On September 21, 2018, the Ninth Circuit reversed the district court’s decision.  The Court began by discussing the intent and purpose behind the TCPA, noting that much of what was written in 1991 related to the technology at the time.  The Court then addressed the D.C. Circuit’s decision in ACA International v. FCC, 885 F.3d 687, 695 (D.C. Cir. 2018), where the D.C. Circuit overturned the FCC’s 2015 Order and the agency’s definition of an ATDS.  According to the Court, the D.C. Circuit’s vacatur of the FCC’s interpretation of what qualified as an ATDS left only the statutory definition as guidance.  However, the Court quickly concluded that the statutory text was confusing and ambiguous, making way for an expansive definition that includes devices with the capacity to dial stored numbers automatically.  This definition thus approximates that of the 2015 Order, which the D.C. Circuit expressly rejected in ACA International. 

Crunch’s Appeal 

Crunch frames its appeal as “[w]hether the Ninth Circuit erred in expanding the TCPA’s definition of ‘automatic telephone dialing system’—in acknowledged conflict with the third Circuit and in stark tension with the D.C. Circuit—to encompass any device with capacity merely to dial stored telephone numbers.”  Crunch contends that the Third Circuit’s decision in Dominguez v. Yahoo, Inc., 894 F.3d 116 (3d Cir. 2018)—where the court affirmed that the defendant’s SMS service was not an ATDS because it did not have present capacity to function as an autodialer—adheres more closely to the statutory text and to the D.C. Circuit’s ACA International opinion, meaning the Ninth Circuit has created a circuit split.  Crunch also argues that the Ninth Circuit’s broadened definition of an ATDS expands the TCPA far beyond its statutory purpose.  According to Crunch, the expanded concept of an ATDS “massively increases exposure under the TCPA—not only for businesses facing over 4,000 TCPA suits each year . . ., but for over 300 million smartphone users when sending everyday texts or making calls .” 

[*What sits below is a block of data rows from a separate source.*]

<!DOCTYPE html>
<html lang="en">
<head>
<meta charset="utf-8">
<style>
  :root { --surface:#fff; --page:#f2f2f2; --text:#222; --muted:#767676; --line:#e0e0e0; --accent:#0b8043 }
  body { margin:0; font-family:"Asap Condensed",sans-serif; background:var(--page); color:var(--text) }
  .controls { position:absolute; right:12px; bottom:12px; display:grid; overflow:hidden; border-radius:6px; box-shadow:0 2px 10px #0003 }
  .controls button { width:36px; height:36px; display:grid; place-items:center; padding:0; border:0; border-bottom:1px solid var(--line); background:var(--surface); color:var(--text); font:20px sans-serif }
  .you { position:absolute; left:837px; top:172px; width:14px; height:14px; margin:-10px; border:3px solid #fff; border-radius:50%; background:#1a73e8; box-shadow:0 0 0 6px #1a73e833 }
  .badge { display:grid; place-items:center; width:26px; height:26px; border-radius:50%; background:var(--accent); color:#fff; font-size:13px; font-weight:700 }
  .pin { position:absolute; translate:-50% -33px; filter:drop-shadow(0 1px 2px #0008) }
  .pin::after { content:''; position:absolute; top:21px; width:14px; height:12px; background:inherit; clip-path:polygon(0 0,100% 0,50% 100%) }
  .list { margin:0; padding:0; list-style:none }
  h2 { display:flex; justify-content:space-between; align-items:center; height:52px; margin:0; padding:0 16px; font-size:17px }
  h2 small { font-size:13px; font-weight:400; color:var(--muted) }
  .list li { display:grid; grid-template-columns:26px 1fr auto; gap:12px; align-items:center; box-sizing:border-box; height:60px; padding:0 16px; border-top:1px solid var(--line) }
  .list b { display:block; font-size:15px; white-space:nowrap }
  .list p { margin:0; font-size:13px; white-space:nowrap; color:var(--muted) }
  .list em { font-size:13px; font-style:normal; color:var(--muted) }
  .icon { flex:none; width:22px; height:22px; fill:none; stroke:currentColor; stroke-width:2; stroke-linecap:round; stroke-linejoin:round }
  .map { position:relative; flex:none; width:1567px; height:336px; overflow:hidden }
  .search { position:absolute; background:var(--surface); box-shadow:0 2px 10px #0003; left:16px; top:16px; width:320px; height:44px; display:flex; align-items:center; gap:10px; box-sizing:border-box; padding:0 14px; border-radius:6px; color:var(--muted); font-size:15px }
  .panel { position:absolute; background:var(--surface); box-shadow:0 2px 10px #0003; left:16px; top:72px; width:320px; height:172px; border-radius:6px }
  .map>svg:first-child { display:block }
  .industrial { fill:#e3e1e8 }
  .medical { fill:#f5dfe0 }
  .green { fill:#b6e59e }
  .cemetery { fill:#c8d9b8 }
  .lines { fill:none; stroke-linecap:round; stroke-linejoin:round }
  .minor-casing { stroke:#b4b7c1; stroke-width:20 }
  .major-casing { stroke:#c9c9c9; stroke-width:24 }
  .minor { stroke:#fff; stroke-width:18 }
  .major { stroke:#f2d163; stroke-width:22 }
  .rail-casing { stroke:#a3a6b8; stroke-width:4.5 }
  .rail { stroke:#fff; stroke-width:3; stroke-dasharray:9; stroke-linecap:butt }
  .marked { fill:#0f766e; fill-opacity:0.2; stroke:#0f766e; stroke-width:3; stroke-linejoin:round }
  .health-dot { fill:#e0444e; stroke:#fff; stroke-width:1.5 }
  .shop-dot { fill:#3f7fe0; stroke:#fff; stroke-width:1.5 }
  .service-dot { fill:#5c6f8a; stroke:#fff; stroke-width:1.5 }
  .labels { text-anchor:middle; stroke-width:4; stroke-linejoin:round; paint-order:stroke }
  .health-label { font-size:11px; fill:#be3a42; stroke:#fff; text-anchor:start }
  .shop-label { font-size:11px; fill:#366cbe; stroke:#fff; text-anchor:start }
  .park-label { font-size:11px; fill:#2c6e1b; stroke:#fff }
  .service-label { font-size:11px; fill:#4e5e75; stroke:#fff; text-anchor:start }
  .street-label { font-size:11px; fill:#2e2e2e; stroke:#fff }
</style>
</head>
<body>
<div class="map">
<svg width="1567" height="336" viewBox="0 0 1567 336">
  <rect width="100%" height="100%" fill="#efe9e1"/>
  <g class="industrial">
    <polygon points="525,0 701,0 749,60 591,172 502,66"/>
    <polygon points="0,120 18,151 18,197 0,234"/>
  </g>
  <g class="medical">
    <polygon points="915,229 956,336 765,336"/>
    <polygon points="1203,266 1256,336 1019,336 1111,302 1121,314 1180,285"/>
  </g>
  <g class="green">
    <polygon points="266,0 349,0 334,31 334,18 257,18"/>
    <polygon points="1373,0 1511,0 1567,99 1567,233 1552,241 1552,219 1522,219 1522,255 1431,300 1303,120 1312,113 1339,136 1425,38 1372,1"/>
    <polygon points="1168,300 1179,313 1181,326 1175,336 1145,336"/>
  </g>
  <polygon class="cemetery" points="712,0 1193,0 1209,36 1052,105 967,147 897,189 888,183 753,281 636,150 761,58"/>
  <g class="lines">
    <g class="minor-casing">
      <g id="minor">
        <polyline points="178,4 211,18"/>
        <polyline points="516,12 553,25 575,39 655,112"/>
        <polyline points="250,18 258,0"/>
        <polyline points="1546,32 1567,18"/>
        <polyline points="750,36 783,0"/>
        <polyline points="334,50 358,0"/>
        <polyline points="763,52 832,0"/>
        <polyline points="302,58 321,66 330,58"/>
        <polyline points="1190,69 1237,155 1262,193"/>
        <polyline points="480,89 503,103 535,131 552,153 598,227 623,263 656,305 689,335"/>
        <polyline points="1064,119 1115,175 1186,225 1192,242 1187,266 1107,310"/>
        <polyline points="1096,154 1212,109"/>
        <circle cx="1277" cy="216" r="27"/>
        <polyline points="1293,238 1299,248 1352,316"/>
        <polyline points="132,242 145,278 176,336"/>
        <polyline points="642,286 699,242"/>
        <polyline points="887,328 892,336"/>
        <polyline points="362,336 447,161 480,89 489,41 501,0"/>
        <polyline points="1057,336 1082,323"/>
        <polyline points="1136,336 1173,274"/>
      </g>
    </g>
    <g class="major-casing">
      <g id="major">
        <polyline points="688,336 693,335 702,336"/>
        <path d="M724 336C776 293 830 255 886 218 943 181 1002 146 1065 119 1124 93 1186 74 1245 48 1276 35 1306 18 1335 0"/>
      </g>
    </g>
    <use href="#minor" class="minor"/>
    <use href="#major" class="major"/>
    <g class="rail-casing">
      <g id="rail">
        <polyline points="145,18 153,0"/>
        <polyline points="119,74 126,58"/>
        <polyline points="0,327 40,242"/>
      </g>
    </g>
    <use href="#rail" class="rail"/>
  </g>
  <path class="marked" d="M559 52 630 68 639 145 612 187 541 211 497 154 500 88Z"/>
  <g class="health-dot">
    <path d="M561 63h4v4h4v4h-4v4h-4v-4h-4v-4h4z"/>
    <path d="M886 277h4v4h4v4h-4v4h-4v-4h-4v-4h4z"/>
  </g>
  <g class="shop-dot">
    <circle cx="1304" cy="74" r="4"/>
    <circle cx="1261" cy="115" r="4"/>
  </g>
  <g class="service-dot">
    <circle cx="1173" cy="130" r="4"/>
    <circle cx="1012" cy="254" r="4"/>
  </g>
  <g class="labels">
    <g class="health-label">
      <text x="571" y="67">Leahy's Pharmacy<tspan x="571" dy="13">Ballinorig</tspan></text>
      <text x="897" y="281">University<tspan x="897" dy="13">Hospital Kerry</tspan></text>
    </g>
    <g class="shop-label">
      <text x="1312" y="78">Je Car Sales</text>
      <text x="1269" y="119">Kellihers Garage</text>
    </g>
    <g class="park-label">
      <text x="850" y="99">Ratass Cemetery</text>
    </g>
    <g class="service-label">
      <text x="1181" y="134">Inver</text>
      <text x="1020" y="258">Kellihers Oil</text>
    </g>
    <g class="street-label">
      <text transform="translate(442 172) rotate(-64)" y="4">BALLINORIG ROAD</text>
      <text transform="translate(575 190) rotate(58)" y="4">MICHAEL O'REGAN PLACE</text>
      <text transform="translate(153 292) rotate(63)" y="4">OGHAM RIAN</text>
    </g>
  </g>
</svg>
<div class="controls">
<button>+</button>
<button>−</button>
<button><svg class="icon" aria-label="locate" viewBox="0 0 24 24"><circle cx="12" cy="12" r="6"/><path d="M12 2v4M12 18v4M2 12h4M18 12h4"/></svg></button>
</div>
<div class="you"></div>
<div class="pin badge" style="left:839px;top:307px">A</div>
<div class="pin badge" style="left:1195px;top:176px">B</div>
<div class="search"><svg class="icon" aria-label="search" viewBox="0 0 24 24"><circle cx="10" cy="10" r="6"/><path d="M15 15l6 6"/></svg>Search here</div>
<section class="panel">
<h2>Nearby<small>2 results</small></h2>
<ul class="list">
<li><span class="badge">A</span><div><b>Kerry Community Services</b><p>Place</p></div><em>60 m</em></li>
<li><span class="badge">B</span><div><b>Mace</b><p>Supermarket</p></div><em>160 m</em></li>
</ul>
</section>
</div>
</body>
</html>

Though Marks created a circuit split and arguably does not conform to the reasoning set forth in ACA International, Crunch may face an uphill climb to get their arguments before a TCPA-fatigued Supreme Court.  The Court has issued two major opinions on TCPA cases in the past seven years (Mims v. Arrow Financial Services, LLC and Campbell-Ewald Co. v. Gomez) and recently granted certiorari in PDR Network, LLC v. Carlton & Harris Chiropractic, Inc., meaning the justices may be less inclined to hear Crunch’s appeal. 

However, the Federal Communications Commission is considering issuing broad new guidance on the TCPA, which could be contrary to the Ninth Circuit’s position in Marks.  If that occurs, then the legal system – at least in the Ninth Circuit – will have to decide whether the FCC’s rules trump its judicial interpretations.